Instructions to follow »
Images are to be left out; everything else in the listing should be repeated exactly.

Records for this task »
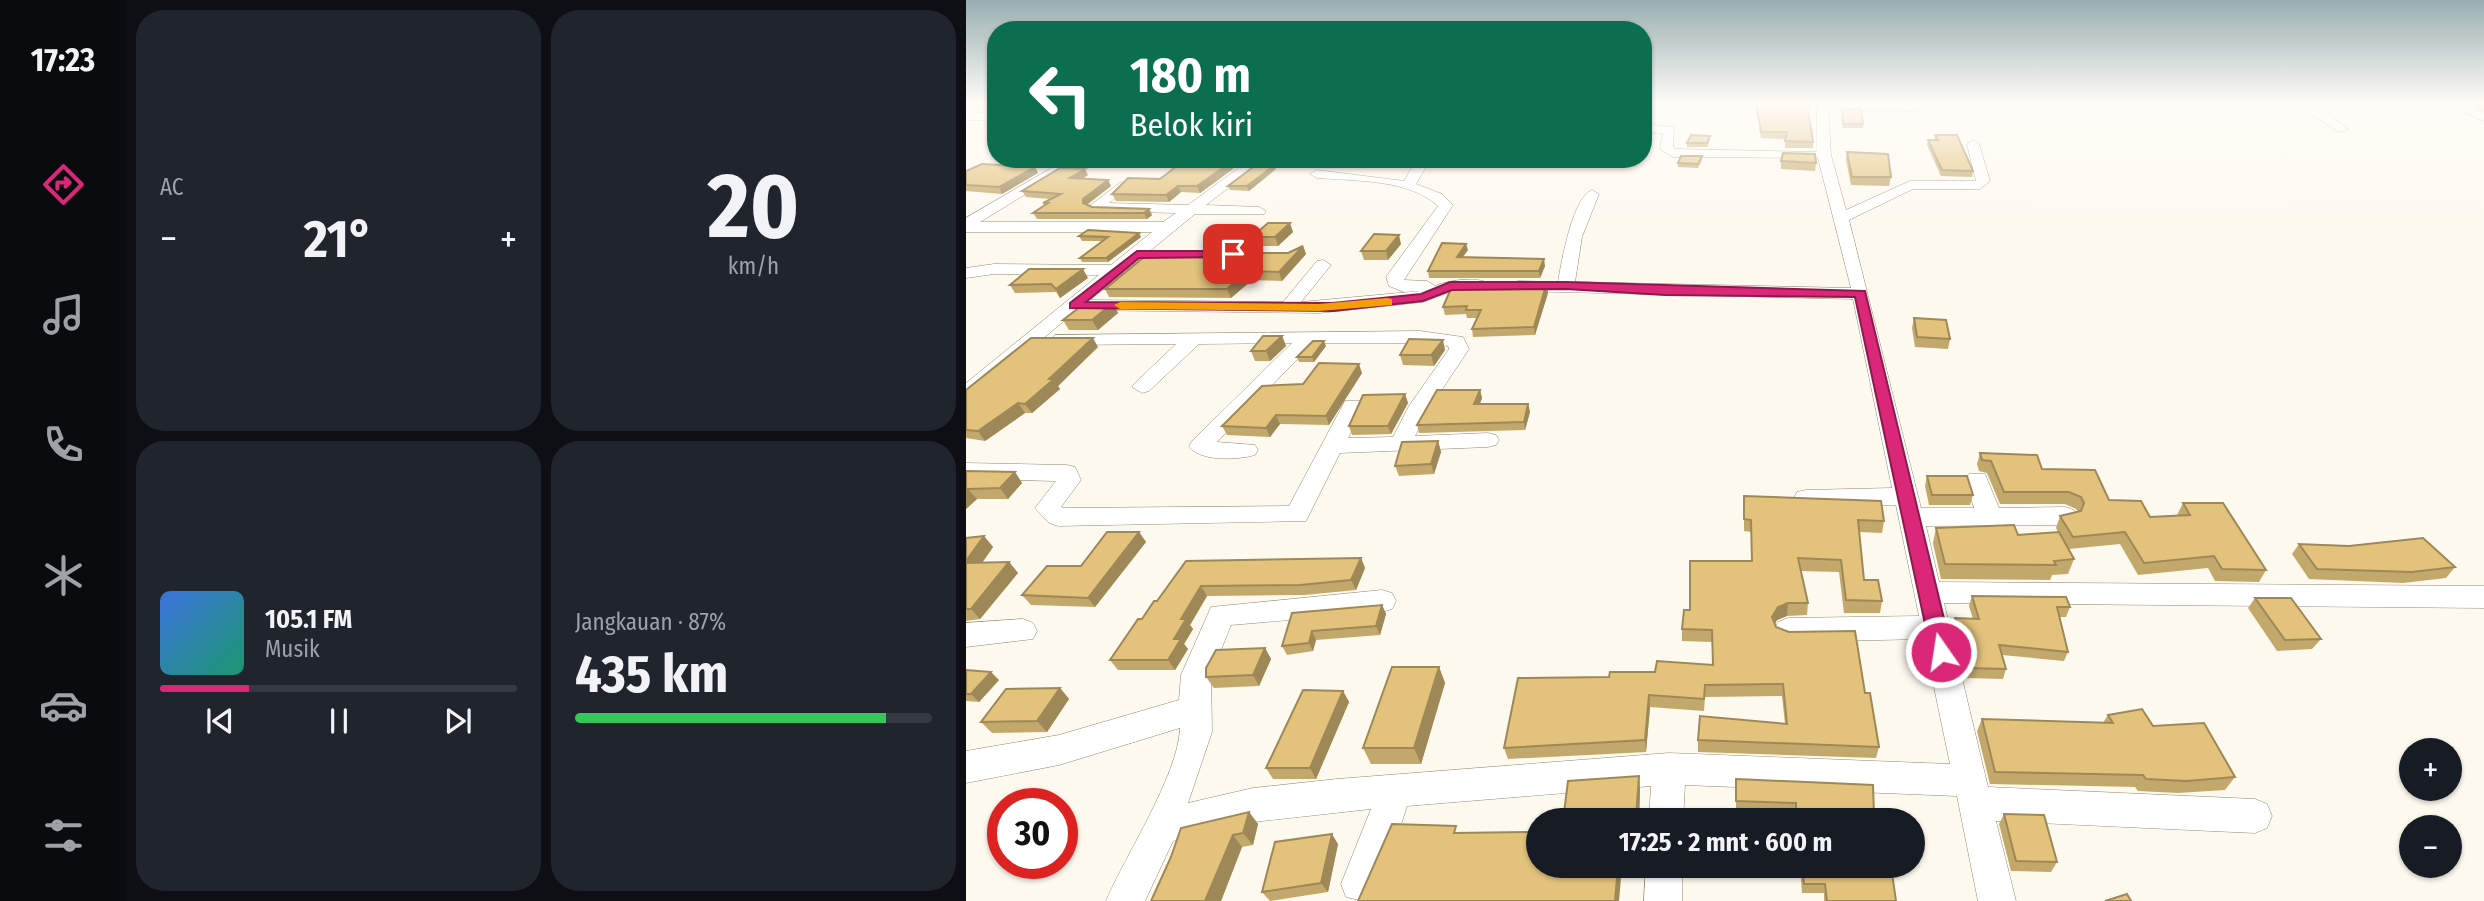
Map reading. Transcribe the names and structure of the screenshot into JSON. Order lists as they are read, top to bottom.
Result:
{
  "page": {
    "tabs": "17:23",
    "tile": [
      "AC",
      ["20", "km/h"],
      ["Jangkauan · 87%", "435 km"]
    ],
    "turn": ["180 m", "Belok kiri"],
    "heat": ["−", "21°", "+"],
    "song": ["105.1 FM", "Musik"],
    "map_buttons": ["+", "−"],
    "limit": "30",
    "trip": "17:25 · 2 mnt · 600 m"
  }
}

Exercise output »
Map reading. Transcribe the names and structure of the screenshot into JSON. Order lists as they are read, top to bottom.
Result:
{
  "page": {
    "tabs": "17:23",
    "tile": [
      "AC",
      ["20", "km/h"],
      ["Jangkauan · 87%", "435 km"]
    ],
    "turn": ["180 m", "Belok kiri"],
    "heat": ["−", "21°", "+"],
    "song": ["105.1 FM", "Musik"],
    "map_buttons": ["+", "−"],
    "limit": "30",
    "trip": "17:25 · 2 mnt · 600 m"
  }
}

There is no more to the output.